For decades, Alzheimer’s disease has been treated as a one-way street. Once memory fades and brain damage sets in, the thinking goes, there is no turning back. But a new study published in the journal Cell Reports Medicine delivers a jolt of optimism—showing that advanced Alzheimer’s damage can be reversed in lab animals.
Researchers tested an experimental compound called P7C3-A20 in mice bred to develop severe Alzheimer’s-like disease. These mice already had classic warning signs: toxic amyloid plaques, tangled tau proteins, brain inflammation, leaky blood vessels in the brain, and major memory loss. In short, their disease was well underway.
After treatment, the results were stunning. The mice recovered their ability to learn and remember, essentially returning to normal cognitive function. At the same time, many biological hallmarks of Alzheimer’s went into reverse.
The secret weapon appears to be a molecule called NAD+, which helps cells make energy and repair damage. Healthy brains maintain stable NAD+ levels, but the researchers found that both mice and humans with worse Alzheimer’s pathology showed major disruptions in this system. P7C3-A20 works by restoring NAD+ balance, giving struggling brain cells the support they need to survive.

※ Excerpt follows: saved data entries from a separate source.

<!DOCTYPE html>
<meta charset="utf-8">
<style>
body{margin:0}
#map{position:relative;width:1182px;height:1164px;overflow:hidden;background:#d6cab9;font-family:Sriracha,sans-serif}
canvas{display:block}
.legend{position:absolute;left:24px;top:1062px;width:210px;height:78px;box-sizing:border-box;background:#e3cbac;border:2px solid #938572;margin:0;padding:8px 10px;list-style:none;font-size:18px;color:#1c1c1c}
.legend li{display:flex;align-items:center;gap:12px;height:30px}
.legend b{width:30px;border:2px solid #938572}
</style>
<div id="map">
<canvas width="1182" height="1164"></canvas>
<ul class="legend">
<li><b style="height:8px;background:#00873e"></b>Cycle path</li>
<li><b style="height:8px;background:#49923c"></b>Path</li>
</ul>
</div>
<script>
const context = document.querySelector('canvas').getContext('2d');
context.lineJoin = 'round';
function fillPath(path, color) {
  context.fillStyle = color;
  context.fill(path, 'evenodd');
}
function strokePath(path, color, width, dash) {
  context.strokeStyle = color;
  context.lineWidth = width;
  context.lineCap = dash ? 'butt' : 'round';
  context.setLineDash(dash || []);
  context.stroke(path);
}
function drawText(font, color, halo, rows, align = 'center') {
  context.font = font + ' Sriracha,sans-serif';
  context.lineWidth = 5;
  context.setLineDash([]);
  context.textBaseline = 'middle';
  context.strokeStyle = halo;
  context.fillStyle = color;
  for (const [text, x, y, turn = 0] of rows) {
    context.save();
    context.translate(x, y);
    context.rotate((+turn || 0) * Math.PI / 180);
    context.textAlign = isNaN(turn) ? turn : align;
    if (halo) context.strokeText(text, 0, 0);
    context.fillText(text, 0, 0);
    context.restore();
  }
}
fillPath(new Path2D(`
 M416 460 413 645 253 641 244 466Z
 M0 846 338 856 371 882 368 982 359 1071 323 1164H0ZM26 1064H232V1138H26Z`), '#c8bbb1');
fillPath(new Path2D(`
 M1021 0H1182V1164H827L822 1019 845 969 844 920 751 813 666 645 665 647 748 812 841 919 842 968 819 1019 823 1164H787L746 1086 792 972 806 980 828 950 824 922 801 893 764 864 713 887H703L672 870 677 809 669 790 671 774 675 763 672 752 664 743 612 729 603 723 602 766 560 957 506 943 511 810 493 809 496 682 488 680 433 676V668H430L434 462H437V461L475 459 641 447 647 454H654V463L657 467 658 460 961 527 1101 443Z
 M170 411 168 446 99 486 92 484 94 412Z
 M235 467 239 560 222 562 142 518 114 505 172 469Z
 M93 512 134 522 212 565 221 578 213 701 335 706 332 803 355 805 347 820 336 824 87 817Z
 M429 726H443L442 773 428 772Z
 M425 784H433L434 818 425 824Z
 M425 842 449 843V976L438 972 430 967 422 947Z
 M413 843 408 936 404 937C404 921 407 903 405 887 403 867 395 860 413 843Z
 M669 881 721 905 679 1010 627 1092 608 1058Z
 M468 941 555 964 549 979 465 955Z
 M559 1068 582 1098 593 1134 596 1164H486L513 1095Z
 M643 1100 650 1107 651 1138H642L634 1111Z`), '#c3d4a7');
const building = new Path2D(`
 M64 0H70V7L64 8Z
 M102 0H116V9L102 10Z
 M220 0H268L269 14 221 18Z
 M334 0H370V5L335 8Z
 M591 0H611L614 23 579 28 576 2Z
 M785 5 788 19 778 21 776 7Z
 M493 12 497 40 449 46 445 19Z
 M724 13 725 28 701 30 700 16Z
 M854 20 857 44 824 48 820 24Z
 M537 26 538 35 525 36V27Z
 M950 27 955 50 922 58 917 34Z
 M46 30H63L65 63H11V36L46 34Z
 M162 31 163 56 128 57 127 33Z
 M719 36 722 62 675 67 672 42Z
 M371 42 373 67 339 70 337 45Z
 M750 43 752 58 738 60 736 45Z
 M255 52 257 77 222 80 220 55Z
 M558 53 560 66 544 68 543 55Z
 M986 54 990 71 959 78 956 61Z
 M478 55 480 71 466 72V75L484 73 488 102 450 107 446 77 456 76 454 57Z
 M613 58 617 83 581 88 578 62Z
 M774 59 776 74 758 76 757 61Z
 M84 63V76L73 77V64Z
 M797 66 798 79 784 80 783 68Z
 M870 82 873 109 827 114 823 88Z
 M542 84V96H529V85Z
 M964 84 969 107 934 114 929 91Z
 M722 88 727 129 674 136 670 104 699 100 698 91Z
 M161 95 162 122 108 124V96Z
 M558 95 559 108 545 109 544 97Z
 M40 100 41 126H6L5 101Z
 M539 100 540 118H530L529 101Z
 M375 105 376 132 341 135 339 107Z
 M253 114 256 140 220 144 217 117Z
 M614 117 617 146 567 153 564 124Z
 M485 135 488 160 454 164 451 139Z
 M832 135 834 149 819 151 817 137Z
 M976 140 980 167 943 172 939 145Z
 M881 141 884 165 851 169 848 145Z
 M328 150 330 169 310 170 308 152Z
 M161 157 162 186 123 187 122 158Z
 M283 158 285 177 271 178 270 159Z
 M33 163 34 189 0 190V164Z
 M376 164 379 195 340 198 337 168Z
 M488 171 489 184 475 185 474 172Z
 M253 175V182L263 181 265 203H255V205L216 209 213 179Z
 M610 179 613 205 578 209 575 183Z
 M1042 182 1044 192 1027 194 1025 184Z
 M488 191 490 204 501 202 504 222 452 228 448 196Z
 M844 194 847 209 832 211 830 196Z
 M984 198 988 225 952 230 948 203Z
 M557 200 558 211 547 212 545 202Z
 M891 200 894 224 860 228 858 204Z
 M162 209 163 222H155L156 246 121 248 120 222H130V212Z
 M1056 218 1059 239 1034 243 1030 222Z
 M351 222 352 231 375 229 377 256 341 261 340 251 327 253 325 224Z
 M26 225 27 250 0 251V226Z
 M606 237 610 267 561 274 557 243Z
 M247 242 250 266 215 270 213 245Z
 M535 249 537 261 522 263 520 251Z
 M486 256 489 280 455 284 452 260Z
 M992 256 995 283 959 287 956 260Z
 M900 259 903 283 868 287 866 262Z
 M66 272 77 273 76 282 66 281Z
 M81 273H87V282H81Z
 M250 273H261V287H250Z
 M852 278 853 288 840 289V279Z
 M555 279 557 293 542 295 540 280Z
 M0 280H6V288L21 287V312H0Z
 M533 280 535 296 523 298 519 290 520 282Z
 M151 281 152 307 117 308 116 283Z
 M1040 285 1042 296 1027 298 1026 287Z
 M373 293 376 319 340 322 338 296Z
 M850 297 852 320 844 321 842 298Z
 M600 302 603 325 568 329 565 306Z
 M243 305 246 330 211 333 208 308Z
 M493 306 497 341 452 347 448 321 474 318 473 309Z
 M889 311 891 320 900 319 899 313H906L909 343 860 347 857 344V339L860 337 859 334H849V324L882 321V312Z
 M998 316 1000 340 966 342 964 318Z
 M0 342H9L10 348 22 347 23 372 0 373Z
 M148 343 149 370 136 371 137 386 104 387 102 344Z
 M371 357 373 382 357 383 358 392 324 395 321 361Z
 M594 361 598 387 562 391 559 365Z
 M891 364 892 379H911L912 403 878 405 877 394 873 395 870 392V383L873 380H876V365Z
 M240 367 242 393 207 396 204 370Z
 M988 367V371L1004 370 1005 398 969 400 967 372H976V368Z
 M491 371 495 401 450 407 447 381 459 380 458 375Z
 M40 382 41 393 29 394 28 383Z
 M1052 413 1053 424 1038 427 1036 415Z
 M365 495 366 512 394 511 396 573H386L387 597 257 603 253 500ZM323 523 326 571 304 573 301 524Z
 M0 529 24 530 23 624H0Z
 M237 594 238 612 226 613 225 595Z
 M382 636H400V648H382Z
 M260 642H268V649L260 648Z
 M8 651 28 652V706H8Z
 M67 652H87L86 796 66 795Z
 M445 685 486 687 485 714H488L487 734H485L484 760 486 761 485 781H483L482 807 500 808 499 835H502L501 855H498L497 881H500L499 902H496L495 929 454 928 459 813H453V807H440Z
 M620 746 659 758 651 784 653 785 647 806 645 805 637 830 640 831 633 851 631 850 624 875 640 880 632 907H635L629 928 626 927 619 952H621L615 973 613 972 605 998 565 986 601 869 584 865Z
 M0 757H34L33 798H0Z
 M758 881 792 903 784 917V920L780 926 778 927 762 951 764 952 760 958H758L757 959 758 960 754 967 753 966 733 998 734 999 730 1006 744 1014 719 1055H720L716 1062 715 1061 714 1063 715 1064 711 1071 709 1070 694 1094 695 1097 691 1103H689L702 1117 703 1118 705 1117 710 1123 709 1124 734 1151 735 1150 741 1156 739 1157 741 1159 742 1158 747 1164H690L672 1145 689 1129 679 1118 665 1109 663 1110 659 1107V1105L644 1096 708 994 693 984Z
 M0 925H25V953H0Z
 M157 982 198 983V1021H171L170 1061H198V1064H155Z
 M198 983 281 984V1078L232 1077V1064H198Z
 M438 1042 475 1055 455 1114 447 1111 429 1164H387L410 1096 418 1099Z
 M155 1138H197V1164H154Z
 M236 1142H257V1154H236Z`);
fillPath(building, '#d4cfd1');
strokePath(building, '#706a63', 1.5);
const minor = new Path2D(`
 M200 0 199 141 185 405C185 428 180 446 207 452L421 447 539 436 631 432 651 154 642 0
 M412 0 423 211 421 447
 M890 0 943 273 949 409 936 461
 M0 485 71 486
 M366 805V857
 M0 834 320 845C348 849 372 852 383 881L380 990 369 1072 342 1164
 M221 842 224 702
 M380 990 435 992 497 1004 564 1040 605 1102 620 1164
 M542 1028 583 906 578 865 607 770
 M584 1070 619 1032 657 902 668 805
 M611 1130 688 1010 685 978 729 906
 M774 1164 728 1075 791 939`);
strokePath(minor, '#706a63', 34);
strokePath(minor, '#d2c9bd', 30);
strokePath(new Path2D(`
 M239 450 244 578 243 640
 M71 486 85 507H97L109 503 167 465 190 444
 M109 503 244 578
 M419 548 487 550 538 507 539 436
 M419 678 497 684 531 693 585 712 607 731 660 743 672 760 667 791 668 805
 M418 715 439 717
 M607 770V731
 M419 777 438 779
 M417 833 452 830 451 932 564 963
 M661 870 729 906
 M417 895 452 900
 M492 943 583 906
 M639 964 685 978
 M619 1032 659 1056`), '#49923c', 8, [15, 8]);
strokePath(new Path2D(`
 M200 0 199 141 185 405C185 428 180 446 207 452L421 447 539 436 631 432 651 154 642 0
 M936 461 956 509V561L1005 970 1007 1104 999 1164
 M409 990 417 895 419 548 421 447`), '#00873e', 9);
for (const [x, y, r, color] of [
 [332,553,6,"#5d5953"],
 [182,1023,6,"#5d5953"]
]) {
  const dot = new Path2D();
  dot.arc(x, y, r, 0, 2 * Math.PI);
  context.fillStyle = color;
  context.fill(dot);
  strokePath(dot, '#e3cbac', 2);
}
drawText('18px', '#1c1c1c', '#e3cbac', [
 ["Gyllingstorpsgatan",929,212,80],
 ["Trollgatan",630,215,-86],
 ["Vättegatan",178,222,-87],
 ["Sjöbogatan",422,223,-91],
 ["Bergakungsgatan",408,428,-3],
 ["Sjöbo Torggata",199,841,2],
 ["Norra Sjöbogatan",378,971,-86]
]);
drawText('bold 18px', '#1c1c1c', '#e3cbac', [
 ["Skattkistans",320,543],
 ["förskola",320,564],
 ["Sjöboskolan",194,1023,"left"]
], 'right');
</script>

Once NAD+ levels were corrected, the dominoes began to fall—in a good way. Harmful tau proteins declined, inflammation cooled down, oxidative stress dropped, and DNA damage was reduced. The brain’s protective blood-brain barrier became stronger again. Even more surprising, the treatment kick-started the growth of new neurons in the hippocampus, a region critical for memory, and improved communication between brain cells.
The benefits weren’t limited to one type of Alzheimer’s model. The compound also reversed disease signs in mice driven mainly by tau damage rather than amyloid. In lab experiments, it protected human brain blood vessel cells from stress-related injury. Blood levels of p-tau217—a key biomarker doctors are beginning to use to track Alzheimer’s in people—also fell after treatment.
The researchers went a step further, identifying 46 proteins linked to advanced Alzheimer’s that were “reset” by the drug in mice. Those same proteins are disrupted in human Alzheimer’s brains. Interestingly, people who had Alzheimer’s brain changes but never developed dementia showed gene patterns suggesting their NAD+ systems stayed intact.
This isn’t a cure—and it’s not ready for people yet. Mouse studies don’t always translate to humans. But the message is powerful: Alzheimer’s damage may not be as permanent as once believed. Instead of chasing plaques alone, restoring the brain’s energy and repair systems could open a new path forward.